As a CIS specialist, he operates the technology needed to communicate anything from top-secret battle orders to routine requests for supplies.

But the former Broke Hall Primary School pupil has - as do many sailors on a minehunter - several different roles that he will perform in scenarios ranging from fires to a man falling overboard. There is greater emphasis on multi-tasking and sailors generally assume more responsibility on board smaller ships.

Situated on the lower deck, the communications team is also responsible for receiving distress signals from other vessels and authenticating their locations.

Many assessments need to be made before responding to an SOS to ascertain whether they are in the best position to help and to ensure the ship will not be entering hostile waters in doing so.

Terrorists are becoming increasingly adept at sending bogus messages from their vessels in a cunning ploy to entice unsuspecting ships to their “rescue”.

Able seaman Glaspell's first posting was aboard the aircraft carrier HMS Ark Royal in 2006 before joining the crew on HMS Quorn. It was aboard the minehunter that the former Copleston High School pupil was to return to his homeland last October.

AB Glaspell, whose mother, Julia Crane, lives in Ravenswood, said: “There was talk of going back to Ipswich for a visit almost as soon as I got on board. I thought 'please no!'

“I was worried people would recognise me and that my friends would rip into me.”

His travels have, however, taken him to some rather more exotic and less embarrassing destinations, which he would never have dreamed of going to had he followed civvie street.

A few weeks ago, he was carrying out communications exercises with the Pakistan navy off the coast of Karachi just days after the terrorist shootings of the Sri Lankan cricket team in Lahore.

He said: “The fact that three days earlier we were watching the attack on TV and then being there really brings it to reality.

“Some of the places we have visited we would never have gone as a civilian. I would never have thought of coming to Bahrain or Oman.”

Among the many positives about his career, AB Glaspell is glad of the job security in the current economic downturn.

He said: “At the moment, being in the Royal Navy is the safest job out there. It is not a bad way of life. I have had to adjust to certain aspects, but I have always said I would stay in as long as I enjoy it.”

TOMORROW - why navy life can make you a professional schizophrenic and the touching story of one sailor who was allowed home from operations in time to drive his wife to hospital to give birth.

WHAT he initially thought was indigestion turned into a life-threatening condition and a mid-ocean helicopter dash for diver Stuart Hibbs.

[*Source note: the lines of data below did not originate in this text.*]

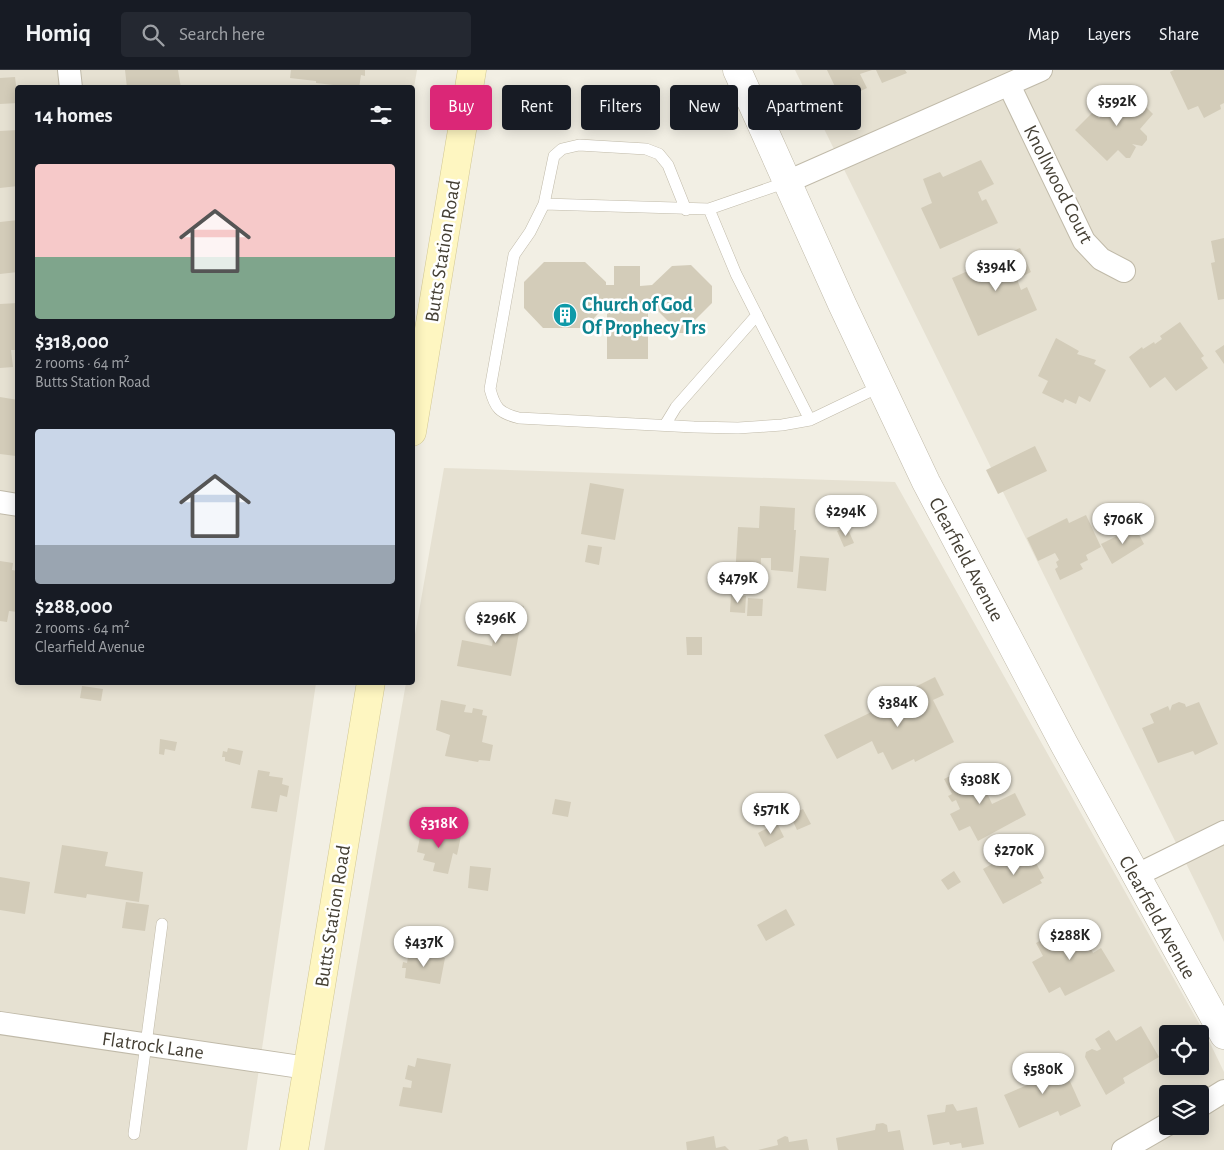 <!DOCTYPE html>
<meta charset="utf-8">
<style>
body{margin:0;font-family:"Alegreya Sans",sans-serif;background:#242831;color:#f1f3f6;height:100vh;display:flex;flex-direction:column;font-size:19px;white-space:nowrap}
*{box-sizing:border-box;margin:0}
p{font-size:16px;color:#9ea1a6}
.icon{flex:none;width:28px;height:28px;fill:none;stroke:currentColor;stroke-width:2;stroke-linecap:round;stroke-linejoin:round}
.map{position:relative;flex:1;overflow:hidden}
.panel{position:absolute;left:15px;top:15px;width:400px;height:600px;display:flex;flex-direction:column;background:#171b24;border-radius:5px;box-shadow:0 2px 12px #0003}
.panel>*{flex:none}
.top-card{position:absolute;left:430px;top:15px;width:475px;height:45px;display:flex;gap:10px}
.controls{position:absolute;left:1159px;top:955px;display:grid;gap:10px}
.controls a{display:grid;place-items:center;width:50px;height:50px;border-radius:5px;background:#171b24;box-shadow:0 2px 12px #0003;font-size:25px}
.price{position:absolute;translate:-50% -42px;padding:0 11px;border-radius:18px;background:#fff;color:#222;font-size:16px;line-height:32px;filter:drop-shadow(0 1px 2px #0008)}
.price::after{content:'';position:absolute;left:50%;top:30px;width:15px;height:11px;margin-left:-8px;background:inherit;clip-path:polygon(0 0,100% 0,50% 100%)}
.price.active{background:#db2777;color:#fff}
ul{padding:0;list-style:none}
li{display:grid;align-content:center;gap:10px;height:265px;padding:0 20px}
li span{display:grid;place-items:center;height:155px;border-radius:5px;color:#555}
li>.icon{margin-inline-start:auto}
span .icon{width:90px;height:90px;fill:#fffc;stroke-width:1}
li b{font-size:21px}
h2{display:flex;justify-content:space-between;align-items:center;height:60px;padding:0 20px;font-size:21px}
.tag{padding:0 18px;border-radius:5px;background:#171b24;box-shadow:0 2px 12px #0003;font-size:18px;line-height:45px}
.tag.active{background:#db2777;color:#fff}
header{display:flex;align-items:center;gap:30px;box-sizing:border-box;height:70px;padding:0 25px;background:#171b24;border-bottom:1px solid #363941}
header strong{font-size:24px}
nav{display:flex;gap:28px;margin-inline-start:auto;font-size:18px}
.search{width:350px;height:45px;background:#242831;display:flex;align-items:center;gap:12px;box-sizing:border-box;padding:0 18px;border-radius:5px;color:#9ea1a6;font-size:19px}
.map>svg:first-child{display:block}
.residential{fill:#e6e1d2;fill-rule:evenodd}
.building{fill:#d3ccb9}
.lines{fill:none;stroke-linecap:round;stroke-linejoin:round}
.service-casing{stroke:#c0baa9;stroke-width:12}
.minor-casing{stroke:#c0baa9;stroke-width:24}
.tertiary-casing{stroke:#c0baa9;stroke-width:29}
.secondary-casing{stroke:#d2c793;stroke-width:29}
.service{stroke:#fff;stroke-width:11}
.minor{stroke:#fff;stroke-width:22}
.tertiary{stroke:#fff;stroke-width:28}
.secondary{stroke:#fef6c1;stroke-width:28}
.labels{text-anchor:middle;stroke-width:5;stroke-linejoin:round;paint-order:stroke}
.street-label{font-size:20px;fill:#443f34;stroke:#fff}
.culture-label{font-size:20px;font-weight:bold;fill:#0d838f;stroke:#fff;text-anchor:start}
</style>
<header>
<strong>Homiq</strong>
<div class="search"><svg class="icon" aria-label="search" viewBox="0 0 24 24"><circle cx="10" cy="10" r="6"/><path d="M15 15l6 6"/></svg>Search here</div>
<nav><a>Map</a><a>Layers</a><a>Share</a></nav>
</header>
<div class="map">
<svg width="1224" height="1080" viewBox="0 0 1224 1080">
<rect width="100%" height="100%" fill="#f2efe4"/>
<path class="residential" d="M0,0H417L413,23L412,18H18V612L316,613L247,1080H0Z
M795,0H1224V872L1212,846Z
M444,398L895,412L1210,973L1224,1002V1080H324L406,613L412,612L413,576ZM1168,964H1200V996H1168ZM1168,1024H1200V1056H1168Z"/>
<path class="building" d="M125,0H178L181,18H127Z
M291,0H365V6L361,5L359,18L316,13V11L290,8Z
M827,0H872L860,4L867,18L852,25L850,22L840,27Z
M876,0H905L907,3L882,13Z
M1174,0H1224V33L1220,35L1221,39L1204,48L1198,36L1188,40L1170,2Z
M15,7L18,33L0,34V8Z
M1129,20L1153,44L1140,59L1147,66V70L1142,76L1132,74L1136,77L1130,88H1126L1118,80L1107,91L1075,60L1093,42L1099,48L1106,41L1104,39L1115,27L1119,31Z
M18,60V81H15L16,92H18V116L0,118V61Z
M981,90L994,114L978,122L982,131L986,129L998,153L940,179L921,138L932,133L923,109L940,102L943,107Z
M18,150V202L0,204V152Z
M1224,168V229L1218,230L1211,193L1215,192L1211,171Z
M1020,178L1031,202L1017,209L1021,220L1027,217L1037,240L978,266L952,208Z
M544,192H585L606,212V215H614V196H640V216L652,215L672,196L691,195L712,216V233L693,252V263H670V253L652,235L648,234V289H607V234L585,258H543L524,238V212Z
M18,233V280H11L13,297L0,298V234Z
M1180,252L1204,286L1201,288L1208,298L1176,321L1165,307L1150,318L1129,287L1142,277L1143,279L1154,272L1155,274L1162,269L1160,266Z
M1056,268L1079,281L1077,284L1096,290L1094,294L1106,300L1090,332L1079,326L1076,334L1065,329L1063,333L1042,323L1048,311L1038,306Z
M1224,275V294L1215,281Z
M0,327L18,330V389L16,386L0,384Z
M1035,376L1047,401L998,424L986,400Z
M590,413L624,419L615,470L581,464Z
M760,436L795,438L794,460H796L793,502L771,500V488H761L760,509L735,507L738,457L759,458Z
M1086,445L1101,477L1086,485L1088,490L1080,494L1083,499L1060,510L1055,499L1058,497L1056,492L1059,490L1055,483L1038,491L1027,468L1067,448L1069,453Z
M847,457L854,473L844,477L837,461Z
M1135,457L1144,474L1112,494L1101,474Z
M588,475L602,477L599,495L585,492Z
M800,486L829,488L826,521L797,518Z
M0,491L13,493L12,500L18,501V542L9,541L7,552L0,551Z
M731,525L746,526L745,543L730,542Z
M748,528L763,529L762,546H747Z
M500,532L524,536L511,606L457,596L462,570L492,576Z
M686,567H702V585H687Z
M935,607L944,625L933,630L954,672L915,692L914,689L892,700L883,682L878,684L872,671L837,689L824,665L886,635L885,632Z
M82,616L103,619L101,631L80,628Z
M441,630L466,635L464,642L472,643L473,638L483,640L482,645L487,646L482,672L493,675L490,691L479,690L478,692L445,686L450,665L436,660Z
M1179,632L1185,634L1186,637L1199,632L1218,674L1195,685L1193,681L1158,693L1142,658L1154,653L1150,644L1168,636L1170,641L1172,635Z
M160,669L177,672L175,681L165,679L164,685L159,684Z
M228,678L243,681L240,695L225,691V687H222L223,681L227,682Z
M975,694L989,721L987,723L992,734L1015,723L1026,745L978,771L970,756L959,761L950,744L960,739L956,730L952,732L948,726L952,724L944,709Z
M258,700L270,702L269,706L283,708L282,714L289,716L287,727L280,725L277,742L251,738Z
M555,729L571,732L568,747L552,744Z
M783,731L790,744L776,752L769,739Z
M803,739L811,754L797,760L790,745Z
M777,753L784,767L765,777L758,763Z
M429,759L461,766L457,785L453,783L448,804L433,801L435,793L423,790L425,784L417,782L420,767L427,768Z
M62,775L108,782L105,796L143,802L139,832L87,824L86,828L54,823Z
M1022,777L1032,795L1036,793L1044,808L1040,810L1042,813L1003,834L983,799Z
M470,796L491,798L488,821L468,818Z
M954,801L961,812L948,820L941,810Z
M0,807L30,812L25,844L0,840Z
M126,832L149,835L145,861L122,858Z
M786,839L795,855L766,871L757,855Z
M1078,850L1093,883L1101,878L1115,901L1065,926L1060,917L1049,923L1032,892L1043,886L1036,873Z
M409,882L445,888L440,914L405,908L406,898H402L403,892L407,893Z
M1141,956L1159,987L1123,1008L1125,1013L1106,1025L1085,987L1086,982L1092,979L1097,981L1101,979L1095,969L1109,960L1116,971Z
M417,988L451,994L442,1043L399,1036L403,1017L411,1018L412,1011L405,1009L408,995L415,997Z
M1050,991L1054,998L1060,995L1064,998L1081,1036L1060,1046L1058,1041L1019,1058L1004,1025L1032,1013L1027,1001Z
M953,1034L957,1041L977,1037L984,1074L962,1078L961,1073L950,1075L949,1072L933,1075L927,1045L945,1042L946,1035Z
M883,1053L887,1055L888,1062L900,1060L904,1080H838L836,1068L875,1060L876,1054Z
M714,1066L716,1078L725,1076L729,1080H687L686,1072Z
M785,1066L788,1067L789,1072L807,1069L809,1080H758L778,1075L777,1070Z"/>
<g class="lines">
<g class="service-casing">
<path id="service" d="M544,134L709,139L787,112
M709,139L736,204L810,350
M686,140L668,95L659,84L646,79L579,75L562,79L554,86L544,134L530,162L514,185L490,319C495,338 499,343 519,348L694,357L738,358L782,355L810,350L881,316
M665,355L676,337L757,245
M134,1064L162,854"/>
</g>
<g class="minor-casing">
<path id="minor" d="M69,0L71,18
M1009,15L1084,171L1101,189L1124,201
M787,112L1041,0
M0,432L18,435
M1135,806L1224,762
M0,953L307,998
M1200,1036L1224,1021
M1123,1080L1168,1054"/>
</g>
<g class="tertiary-casing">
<path id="tertiary" d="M737,0L842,234L926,412L1064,674L1224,965"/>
</g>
<g class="secondary-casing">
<path id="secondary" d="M412,362L472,0
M294,1080L371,612"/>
</g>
<use href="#service" class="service"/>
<use href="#minor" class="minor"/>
<use href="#tertiary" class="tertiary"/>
<use href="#secondary" class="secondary"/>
</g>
<defs>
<g id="building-disc" transform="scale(1.25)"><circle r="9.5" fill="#0f9aa8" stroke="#fff"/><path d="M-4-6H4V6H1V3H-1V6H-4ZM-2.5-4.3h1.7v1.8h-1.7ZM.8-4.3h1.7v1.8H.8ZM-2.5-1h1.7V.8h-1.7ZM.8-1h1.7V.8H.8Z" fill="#fff"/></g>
</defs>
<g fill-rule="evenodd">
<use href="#building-disc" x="565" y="245"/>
</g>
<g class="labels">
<g class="street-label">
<text transform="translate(1059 114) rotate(63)" y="7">Knollwood Court</text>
<text transform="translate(442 181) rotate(-81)" y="7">Butts Station Road</text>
<text transform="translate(967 489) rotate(62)" y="7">Clearfield Avenue</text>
<text transform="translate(332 846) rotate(-81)" y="7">Butts Station Road</text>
<text transform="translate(1158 847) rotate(61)" y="7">Clearfield Avenue</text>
<text transform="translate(153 975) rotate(8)" y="7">Flatrock Lane</text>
</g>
<g class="culture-label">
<text x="582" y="241">Church of God<tspan x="582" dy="23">Of Prophecy Trs</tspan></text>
</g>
</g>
</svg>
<div class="controls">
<a><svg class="icon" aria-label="locate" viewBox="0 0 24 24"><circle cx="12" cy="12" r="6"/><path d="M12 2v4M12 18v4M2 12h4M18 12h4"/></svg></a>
<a><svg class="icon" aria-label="layers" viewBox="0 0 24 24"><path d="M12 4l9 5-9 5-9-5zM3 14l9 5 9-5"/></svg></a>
</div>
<b class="price" style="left:1117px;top:57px">$592K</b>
<b class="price" style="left:996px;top:222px">$394K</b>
<b class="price" style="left:846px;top:467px">$294K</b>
<b class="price" style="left:1123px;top:475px">$706K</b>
<b class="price" style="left:738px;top:534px">$479K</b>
<b class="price" style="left:496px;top:574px">$296K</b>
<b class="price" style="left:898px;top:658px">$384K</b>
<b class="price" style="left:980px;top:735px">$308K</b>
<b class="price" style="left:771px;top:765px">$571K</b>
<b class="price active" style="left:439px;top:779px">$318K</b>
<b class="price" style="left:1014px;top:806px">$270K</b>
<b class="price" style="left:1070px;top:891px">$288K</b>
<b class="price" style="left:424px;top:898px">$437K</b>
<b class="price" style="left:1043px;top:1025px">$580K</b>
<div class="top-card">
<a class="tag active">Buy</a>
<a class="tag">Rent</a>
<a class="tag">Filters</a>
<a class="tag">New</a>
<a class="tag">Apartment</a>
</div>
<section class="panel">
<h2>14 homes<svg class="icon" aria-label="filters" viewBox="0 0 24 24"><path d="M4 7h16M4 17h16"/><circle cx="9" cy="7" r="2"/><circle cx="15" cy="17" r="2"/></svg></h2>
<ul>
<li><span style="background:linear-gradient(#f6c9c9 60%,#7fa58c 0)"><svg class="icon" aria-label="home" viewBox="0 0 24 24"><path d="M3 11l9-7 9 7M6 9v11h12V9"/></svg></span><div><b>$318,000</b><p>2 rooms · 64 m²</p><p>Butts Station Road</p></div></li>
<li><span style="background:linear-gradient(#c9d6e8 75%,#9aa5b1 0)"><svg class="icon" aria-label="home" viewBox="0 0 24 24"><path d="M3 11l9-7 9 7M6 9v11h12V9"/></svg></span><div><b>$288,000</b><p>2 rooms · 64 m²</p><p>Clearfield Avenue</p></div></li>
</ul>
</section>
</div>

His appendix burst out at sea and the nearest ship was 40 miles away.

Leading diver Hibbs said: “I had just finished my evening meal when I felt really uncomfortable. At around 2am the pain was becoming unbearable.”

Unable to treat him, the coxswain, Simon Crew, made a desperate call for help to an Australian frigate.

The Royal Navy minehunter very often operates alone on the high seas, but luckily they had been carrying out exercises with the frigate.

The frigate dispatched its helicopter to HMS Atherstone and winched the grimacing 29-year-old aboard and flew him back to the vessel.

An onboard doctor confirmed it was a burst appendix and he was choppered to hospital in Bahrain for an emergency operation.

“I don't remember a lot about it because I was in so much pain,” said ldg dvr Hibbs. “But looking back at the pictures of me being hoisted up to the helicopter, I could see I wasn't very happy.”

After five days in hospital and three weeks at home in Sussex, the mine clearance diver was back on board HMS Atherstone.

He said: “I was lucky. I was looked after very well.”

WE were accompanied on our trip by a Royal Navy media operations officer who revealed that his career began at HMS Ganges in Suffolk.

Lieutenant commander Grassy Meadows thought he was destined to follow in his father's footsteps as a miner but his dad had other ideas.

Instead he went to the youth training base in Shotley at the age of 15.

The 56-year-old, who is a physical training officer and public relations officer at HMS Cambria in South Wales, said: “I had gone from a boy to a sailor.

“HMS Ganges was excellent and I loved it.”